Purpose: : Oxidative stress contributes to the development of cataracts and macular degeneration. Evidence also indicates that redox active metals contribute to the generation of reactive oxygen species (ROS). We have previously reported that in vitro our multifunctional antioxidants (M-As) selectively bind Cu > Fe > Zn with no binding of Ca or Mg observed. Moreover, in SRA-1 lens cells our M-As reduced ROS-induced cell death through both Fe chelation and free radical scavenging (FRS) activity. Here, we report that our M-As also delay in vivo lens changes induced by diabetes and ionizing radiation.

Methods: : A series of novel compounds possessing both chelating and FRS groups or structurally similar compounds possessing either the chelating or FRS groups were orally administered at a 0.05% concentration in rat chow to young (100 g) Sprague Dawley rats.

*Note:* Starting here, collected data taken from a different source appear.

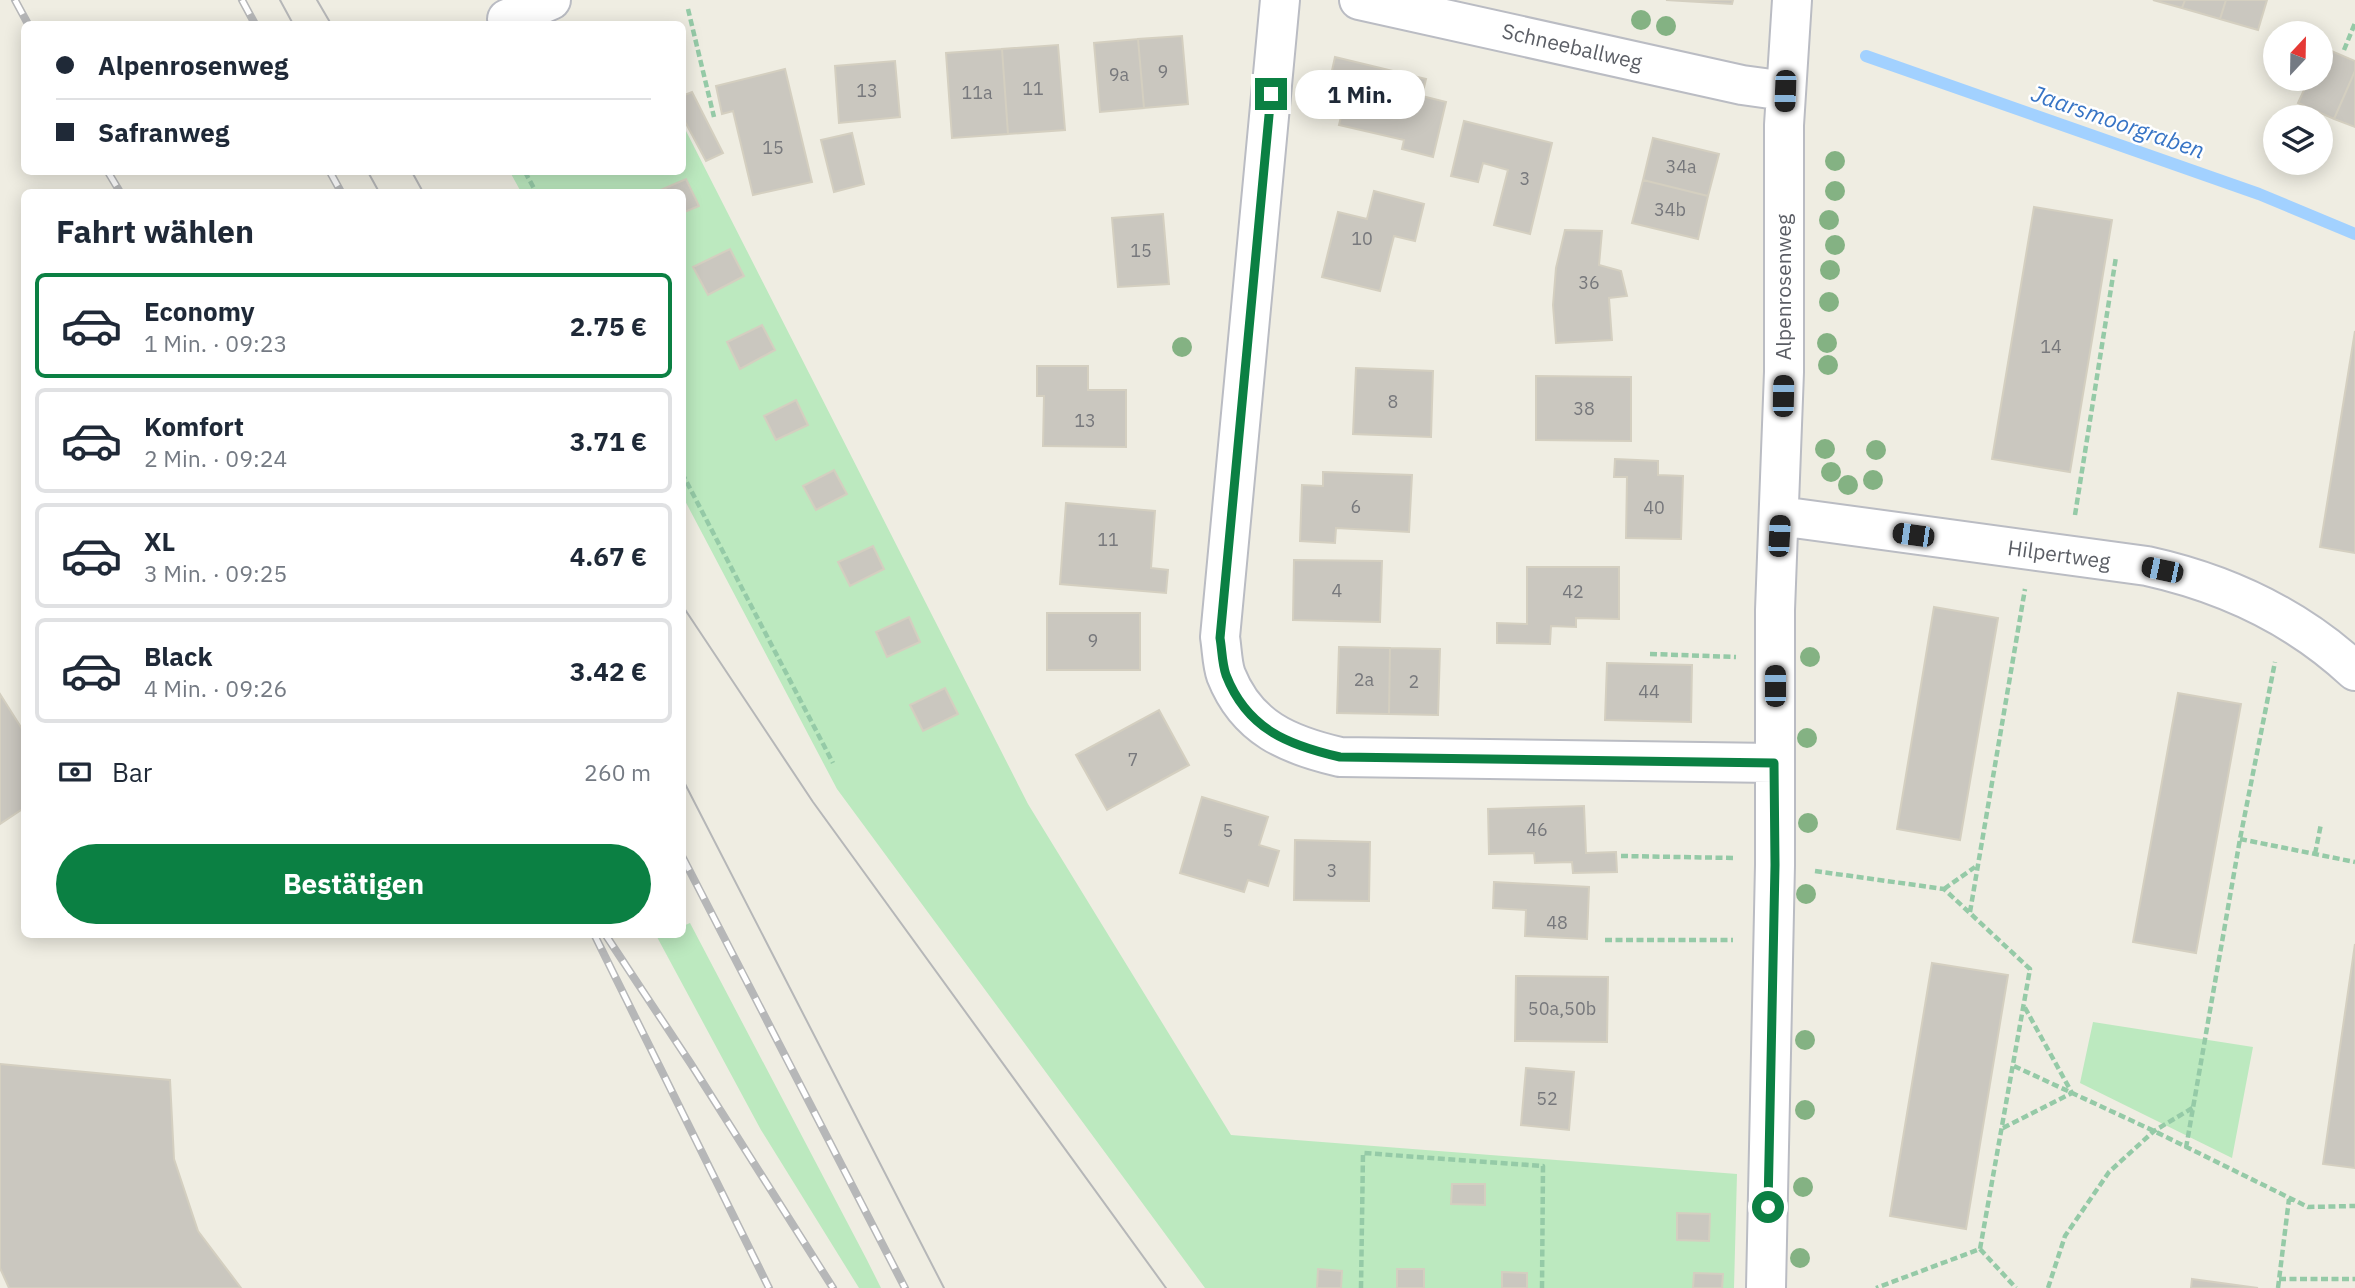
<!DOCTYPE html>
<html lang="de">
<head>
<meta charset="utf-8">
<style>
	:root { --surface:#fff; --page:#f2f2f3; --text:#1f2937; --muted:#747a83; --line:#e0e1e3; --accent:#0b8043 }
	body { margin:0; font-family:"IBM Plex Sans",sans-serif; background:var(--page); color:var(--text); height:100vh; display:flex; flex-direction:column; font-size:26px; white-space:nowrap }
	* { box-sizing:border-box; margin:0 }
	p { font-size:23px; color:var(--muted) }
	.icon { flex:none; width:38px; height:38px; fill:none; stroke:currentColor; stroke-width:2; stroke-linecap:round; stroke-linejoin:round }
	.map { position:relative; flex:1; overflow:hidden }
	.panel { position:absolute; left:21px; top:189px; width:665px; height:749px; display:flex; flex-direction:column; background:var(--surface); border-radius:10px; box-shadow:0 4px 18px #0003 }
	.panel>* { flex:none }
	.hud { position:absolute; left:21px; top:21px; width:665px; height:154px; border-radius:10px; box-shadow:0 4px 18px #0003; display:grid; align-content:center; height:154px; padding:0 35px; background:var(--surface) }
	.needle { width:46px; rotate:22deg }
	.fabs { position:absolute; left:2263px; top:21px; display:grid; gap:14px }
	.fabs a { display:grid; place-items:center; width:70px; height:70px; border-radius:50%; background:var(--surface); box-shadow:0 4px 18px #0003; font-size:35px }
	.end { position:absolute; width:32px; height:32px; margin:-16px; border:9px solid #0b8043; background:#fff; box-shadow:0 0 0 4px #fff }
	.from { border-radius:50% }
	.bubble { position:absolute; height:49px; border-radius:24px; background:var(--surface); box-shadow:0 4px 18px #0003; font-size:23px; font-weight:700; line-height:49px; text-align:center }
	.car { position:absolute; width:21px; height:42px; margin:-21px -10px; border-radius:9px; box-shadow:0 0 5px 2px #0007; background:linear-gradient(#222 24%,#8ab4d8 0 40%,#222 0 76%,#8ab4d8 0 86%,#222 0) }
	.hud b { display:flex; align-items:center; gap:24px; height:66px; font-size:26px }
	.hud b+b { border-top:2px solid var(--line) }
	.hud i { width:18px; height:18px; background:var(--text) }
	ul { padding:0; list-style:none }
	li { display:flex; align-items:center; gap:21px; height:105px; margin:0 14px 10px; padding:0 21px; border:4px solid var(--line); border-radius:10px }
	li div { flex:1 }
	li b { display:block; font-size:26px }
	li em { font-style:normal; font-weight:700 }
	li.selected { border-color:var(--accent) }
	li>.icon { width:63px; height:63px; stroke-width:1.5 }
	h2 { padding:0 35px; font-size:32px; line-height:84px }
	.pay { display:flex; align-items:center; gap:18px; height:77px; padding:0 35px; font-size:26px }
	.pay p { margin-inline-start:auto }
	.action { display:flex; gap:14px; margin-top:auto; padding:14px 35px }
	.action a { flex:1; height:80px; border-radius:42px; background:var(--accent); color:#fff; font-size:28px; font-weight:700; line-height:80px; text-align:center }
	.map>svg:first-child { display:block }
	.green { fill:#bce9bf }
	.lines { fill:none; stroke-linecap:round; stroke-linejoin:round }
	.stream { stroke:#a2d1ff; stroke-width:12 }
	.building { fill:#cac7bf; stroke:#d4cfc0; stroke-width:2 }
	.minor-casing { stroke:#babcc3; stroke-width:42 }
	.path { stroke:#95caa7; stroke-width:4.5; stroke-dasharray:7 3.5; stroke-linecap:butt }
	.minor { stroke:#fff; stroke-width:38 }
	.tram { stroke:#b6b7b8; stroke-width:2 }
	.rail-casing { stroke:#b6b7b8; stroke-width:8 }
	.rail { stroke:#fff; stroke-width:5; stroke-dasharray:16; stroke-linecap:butt }
	.tree { fill:#84b283 }
	.route { stroke:#0b8043; stroke-width:9 }
	.labels { text-anchor:middle; stroke-width:5; stroke-linejoin:round; paint-order:stroke }
	.number-label { font-size:18px; fill:#77787c }
	.street-label { font-size:21px; fill:#5b5e65; stroke:#fff }
	.water-label { font-size:23px; font-style:italic; fill:#3774c5; stroke:#fff }
</style>
</head>
<body>
<div class="map">
<svg width="2355" height="1288" viewBox="0 0 2355 1288">
	<rect width="100%" height="100%" fill="#efede2"/>
	<path class="green" d="M683,125L1028,804L1231,1135L1737,1174L1734,1288H1205L837,789L683,497L682,192H521L510,172H682Z
		M690,923L867,1260L881,1288H859L761,1130L657,937L682,934L683,926Z
		M2093,1022L2253,1047L2232,1158L2080,1083Z"/>
	<g class="lines">
		<path class="stream" d="M1866,56L2259,194L2355,234"/>
	</g>
	<path class="building" d="M1666,0H1733L1732,4Z
		M2153,0H2185L2182,8Z
		M2185,0H2226L2220,19L2182,8Z
		M2226,0H2267L2258,30L2220,19Z
		M1182,36L1188,104L1144,108L1138,39Z
		M1138,39L1144,108L1100,112L1094,43Z
		M1058,45L1065,130L1008,134L1002,49Z
		M2322,47L2355,61V71L2334,119L2298,103L2309,79H2320Z
		M1002,49L1008,134L952,138L946,53Z
		M1335,57L1426,79L1422,96L1446,102L1433,157L1402,149L1404,140L1339,125L1348,89L1329,84Z
		M895,61L900,117L839,123L835,66Z
		M785,69L812,182L753,195L733,111L722,114L716,86Z
		M2355,71V127L2334,119Z
		M692,92L723,153L706,161L682,116V96Z
		M1464,121L1552,143L1530,234L1494,225L1508,170L1483,163L1478,182L1451,176Z
		M852,133L864,184L834,192L821,140Z
		M1653,138L1719,154L1708,196L1643,180Z
		M686,179L699,206L682,213V192H656Z
		M1643,180L1708,196L1698,239L1632,223Z
		M1374,191L1424,204L1415,241L1394,236L1380,291L1322,277L1338,212L1367,219Z
		M2034,207L2112,220L2070,472L1992,459Z
		M1163,214L1169,284L1118,287L1112,218Z
		M1565,230L1602,231L1599,265L1621,271L1627,296L1609,298L1612,340L1556,343L1553,305L1556,268Z
		M730,249L744,276L708,295L693,267Z
		M762,325L775,350L740,369L727,342Z
		M2355,331V553L2320,547Z
		M1037,366H1088V390H1126V447L1043,446L1044,396H1037Z
		M1356,368L1433,371L1431,437L1353,434Z
		M1536,376L1631,377V441L1536,440Z
		M796,400L808,425L776,440L764,416Z
		M1615,459L1658,461V475L1683,476L1681,539L1626,538L1627,477H1614Z
		M834,470L847,494L816,510L803,486Z
		M1323,472L1412,475L1409,532L1336,528L1335,543L1300,541L1302,485L1323,486Z
		M1066,503L1155,511L1151,568L1168,570L1166,593L1060,584Z
		M873,546L884,569L850,586L838,562Z
		M1294,560L1382,561L1380,622L1293,620Z
		M1527,567H1619V619L1576,618V627L1551,626L1550,644L1497,643V623L1527,624Z
		M1934,607L1998,618L1960,840L1897,829Z
		M1047,613H1140V670H1047Z
		M909,617L920,642L887,657L876,632Z
		M1339,647L1390,648L1389,714L1337,713Z
		M1390,648L1440,649L1438,715L1389,714Z
		M1607,663L1692,665L1691,722L1605,720Z
		M945,688L958,714L923,731L910,705Z
		M2178,693L2241,704L2196,953L2133,942Z
		M0,694L24,732V808L0,824Z
		M1159,710L1189,765L1107,810L1076,755Z
		M1202,797L1268,817L1259,845L1279,851L1268,886L1248,880L1244,892L1180,873Z
		M1584,806L1586,853L1616,852L1617,872L1573,873L1572,862L1535,863L1534,853L1489,854L1488,809Z
		M1295,840L1370,842L1369,901L1294,900Z
		M1494,882L1589,887L1587,939L1525,936L1526,910L1493,908Z
		M2355,944V1168L2323,1164Z
		M1932,963L2008,975L1966,1229L1890,1216Z
		M1516,976L1608,977L1607,1042L1515,1041Z
		M0,1064L170,1080L174,1159L198,1231L241,1288H9L0,1268Z
		M1526,1068L1574,1072L1569,1130L1521,1125Z
		M1452,1184H1485V1205L1451,1204Z
		M1677,1213L1710,1214L1709,1241L1677,1240Z
		M1318,1269L1342,1271L1341,1288H1317Z
		M1397,1269H1424V1288H1397Z
		M1502,1272L1527,1273V1288H1502Z
		M1694,1273L1723,1274L1722,1288H1693Z
		M2192,1279L2258,1288H2191Z"/>
	<g class="lines">
		<defs>
			<path id="minor" d="M1280,0L1220,637C1222,649 1222,664 1226,675C1247,728 1288,745 1340,757L1774,763
				M1359,0L1742,85L1785,91
				M507,19L551,0
				M1780,516L2147,566C2224,583 2297,617 2355,671
				M1766,1288L1775,865V610L1784,372V125L1792,0"/>
		</defs>
		<use href="#minor" class="minor-casing"/>
		<path class="path" d="M688,9L714,117
			M2344,50L2355,23
			M525,172L536,192
			M682,473L833,763
			M2075,515L2116,257
			M1650,654L1736,657
			M2240,839L2355,862
			M2315,854L2321,824
			M1621,856L1736,858
			M1815,871L1944,889L2030,969L1980,1249L1876,1288
			M1944,889L1975,867
			M1970,912L2025,589
			M1605,940H1733
			M2014,1066L2154,1131L2308,1207L2355,1206
			M2003,1128L2072,1093L2024,1006
			M2186,1148L2240,839L2275,662
			M1980,1249L2016,1288
			M2279,1279H2355
			M1361,1288L1363,1153L1543,1166L1542,1288
			M2048,1288L2065,1236L2109,1172L2154,1131L2194,1107
			M2278,1288L2289,1199"/>
		<use href="#minor" class="minor"/>
		<path class="tram" d="M280,0L293,24
			M317,0L331,24
			M368,172L379,192
			M412,172L423,192
			M682,605L813,802L1166,1288
			M682,778L944,1288"/>
		<defs>
			<path id="rail" d="M15,0L28,24
				M242,0L255,24
				M108,172L120,192
				M330,172L341,192
				M682,856L905,1288
				M594,934L769,1288
				M605,934L691,1064L833,1288"/>
		</defs>
		<use href="#rail" class="rail-casing"/>
		<use href="#rail" class="rail"/>
	</g>
	<g class="tree">
		<circle cx="1641" cy="20" r="10"/>
		<circle cx="1666" cy="26" r="10"/>
		<circle cx="1835" cy="161" r="10"/>
		<circle cx="1835" cy="191" r="10"/>
		<circle cx="1829" cy="220" r="10"/>
		<circle cx="1835" cy="245" r="10"/>
		<circle cx="1830" cy="270" r="10"/>
		<circle cx="1829" cy="302" r="10"/>
		<circle cx="1827" cy="343" r="10"/>
		<circle cx="1182" cy="347" r="10"/>
		<circle cx="1828" cy="365" r="10"/>
		<circle cx="1825" cy="449" r="10"/>
		<circle cx="1876" cy="450" r="10"/>
		<circle cx="1831" cy="472" r="10"/>
		<circle cx="1873" cy="480" r="10"/>
		<circle cx="1848" cy="485" r="10"/>
		<circle cx="1810" cy="657" r="10"/>
		<circle cx="1807" cy="738" r="10"/>
		<circle cx="1808" cy="823" r="10"/>
		<circle cx="1806" cy="894" r="10"/>
		<circle cx="1805" cy="1040" r="10"/>
		<circle cx="1805" cy="1110" r="10"/>
		<circle cx="1803" cy="1187" r="10"/>
		<circle cx="1800" cy="1258" r="10"/>
	</g>
	<g class="lines">
		<path class="route" d="M1271,94L1220,638C1222,649 1222,664 1226,675C1247,729 1288,745 1340,757L1774,763L1775,865L1768,1207"/>
	</g>
	<g class="labels">
		<g class="number-label">
			<text x="1163" y="78">9</text>
			<text x="1119" y="81">9a</text>
			<text x="1033" y="95">11</text>
			<text x="867" y="97">13</text>
			<text x="977" y="99">11a</text>
			<text x="773" y="154">15</text>
			<text x="1681" y="173">34a</text>
			<text x="1525" y="185">3</text>
			<text x="1670" y="216">34b</text>
			<text x="1362" y="245">10</text>
			<text x="1141" y="257">15</text>
			<text x="1589" y="289">36</text>
			<text x="2051" y="353">14</text>
			<text x="1393" y="408">8</text>
			<text x="1584" y="415">38</text>
			<text x="1085" y="427">13</text>
			<text x="1356" y="513">6</text>
			<text x="1654" y="514">40</text>
			<text x="1108" y="546">11</text>
			<text x="1337" y="597">4</text>
			<text x="1573" y="598">42</text>
			<text x="1093" y="647">9</text>
			<text x="1364" y="686">2a</text>
			<text x="1414" y="688">2</text>
			<text x="1649" y="698">44</text>
			<text x="1133" y="766">7</text>
			<text x="1537" y="836">46</text>
			<text x="1228" y="837">5</text>
			<text x="1332" y="877">3</text>
			<text x="1557" y="929">48</text>
			<text x="1562" y="1015">50a,50b</text>
			<text x="1547" y="1105">52</text>
		</g>
		<g class="street-label">
			<text transform="translate(1572 47) rotate(13)" y="7">Schneeballweg</text>
			<text transform="translate(1784 287) rotate(-90)" y="7">Alpenrosenweg</text>
			<text transform="translate(2059 555) rotate(8)" y="7">Hilpertweg</text>
		</g>
		<g class="water-label">
			<text transform="translate(2118 122) rotate(19)" y="8">Jaarsmoorgraben</text>
		</g>
	</g>
</svg>
<div class="fabs">
<a><svg class="needle" viewBox="-14 -14 28 28"><path d="M0-13l5 13h-10z" fill="#e53935"/><path d="M0 13l5-13h-10z" fill="#747a83"/></svg></a>
<a><svg class="icon" aria-label="layers" viewBox="0 0 24 24"><path d="M12 4l9 5-9 5-9-5zM3 14l9 5 9-5"/></svg></a>
</div>
<i class="end from" style="left:1768px;top:1207px"></i>
<i class="end" style="left:1271px;top:94px"></i>
<div class="bubble" style="left:1295px;top:70px;width:130px">1 Min.</div>
<i class="car" style="left:1785px;top:91px;rotate:182deg"></i>
<i class="car" style="left:1783px;top:396px;rotate:1deg"></i>
<i class="car" style="left:1913px;top:535px;rotate:278deg"></i>
<i class="car" style="left:1779px;top:536px;rotate:3deg"></i>
<i class="car" style="left:2162px;top:570px;rotate:282deg"></i>
<i class="car" style="left:1775px;top:686px;rotate:0deg"></i>
<div class="hud">
<b><i class="from"></i>Alpenrosenweg</b>
<b><i></i>Safranweg</b>
</div>
<section class="panel">
<h2>Fahrt wählen</h2>
<ul>
<li class="selected"><svg class="icon" aria-label="car" viewBox="0 0 24 24"><path d="M5 17H2v-5l4-1 3-4h7l3 4 3 1v5h-3M9 17h6M6 11h13"/><circle cx="7" cy="17" r="2"/><circle cx="17" cy="17" r="2"/></svg><div><b>Economy</b><p>1 Min. · 09:23</p></div><em>2.75 €</em></li>
<li><svg class="icon" aria-label="car" viewBox="0 0 24 24"><path d="M5 17H2v-5l4-1 3-4h7l3 4 3 1v5h-3M9 17h6M6 11h13"/><circle cx="7" cy="17" r="2"/><circle cx="17" cy="17" r="2"/></svg><div><b>Komfort</b><p>2 Min. · 09:24</p></div><em>3.71 €</em></li>
<li><svg class="icon" aria-label="car" viewBox="0 0 24 24"><path d="M5 17H2v-5l4-1 3-4h7l3 4 3 1v5h-3M9 17h6M6 11h13"/><circle cx="7" cy="17" r="2"/><circle cx="17" cy="17" r="2"/></svg><div><b>XL</b><p>3 Min. · 09:25</p></div><em>4.67 €</em></li>
<li><svg class="icon" aria-label="car" viewBox="0 0 24 24"><path d="M5 17H2v-5l4-1 3-4h7l3 4 3 1v5h-3M9 17h6M6 11h13"/><circle cx="7" cy="17" r="2"/><circle cx="17" cy="17" r="2"/></svg><div><b>Black</b><p>4 Min. · 09:26</p></div><em>3.42 €</em></li>
</ul>
<div class="pay"><svg class="icon" aria-label="cash" viewBox="0 0 24 24"><path d="M3 7h18v10H3z"/><circle cx="12" cy="12" r="2"/></svg>Bar<p>260 m</p></div>
<div class="action"><a>Bestätigen</a></div>
</section>
</div>
</body>
</html>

After 6 days drug levels were determined in the lens and posterior segment of each eye. Subsequently, the M-As were administered in rat chow at concentration of 0.025% to young, streptozotocin diabetic rats and their rate of cataract formation were compared to a similar group of untreated diabetic rats and diabetic rats treated with diet containing 0.0125% of the aldose reductase inhibitor (ARI) AL1576. These M-As were also administered at 0.05% in chow to pigmented Long Evans rats receiving 15 Gy of whole head Gamma radiation (Cobalt-60 Source). Their ability to reduce the effects of radiation were compared to rats receiving only radiation (untreated rats) and similar rats administered pantethine (1g/kg i.p.) just prior to radiation.

Results: : Six-day oral feeding of diet containing 0.05% compounds resulted in the accumulation of 1-1.7 µg of compound /mg protein in the posterior segment and 100-225 ng/mg protein in the lens. Administration of these M-As to diabetic rats did not result in reduction of lens sorbitol levels; however, cataract formation was significantly delayed. In the diabetic rats, 45 day oral administration resulted in 2-fold higher M-A levels in the lens and retina. No lens changes or sorbitol accumulation were observed in ARI-treated rats. M-As also demonstrated protection against ionizing radiation. While currently only at two-months post-irradiation, FRS protection of the salivary glands has been observed in feeding studies of rats treated with M-As but not with pantethine.

Conclusions: : These novel M-As accumulate in the lens and retina of rats and ameliorate the effects of ROS and ionizing radiation.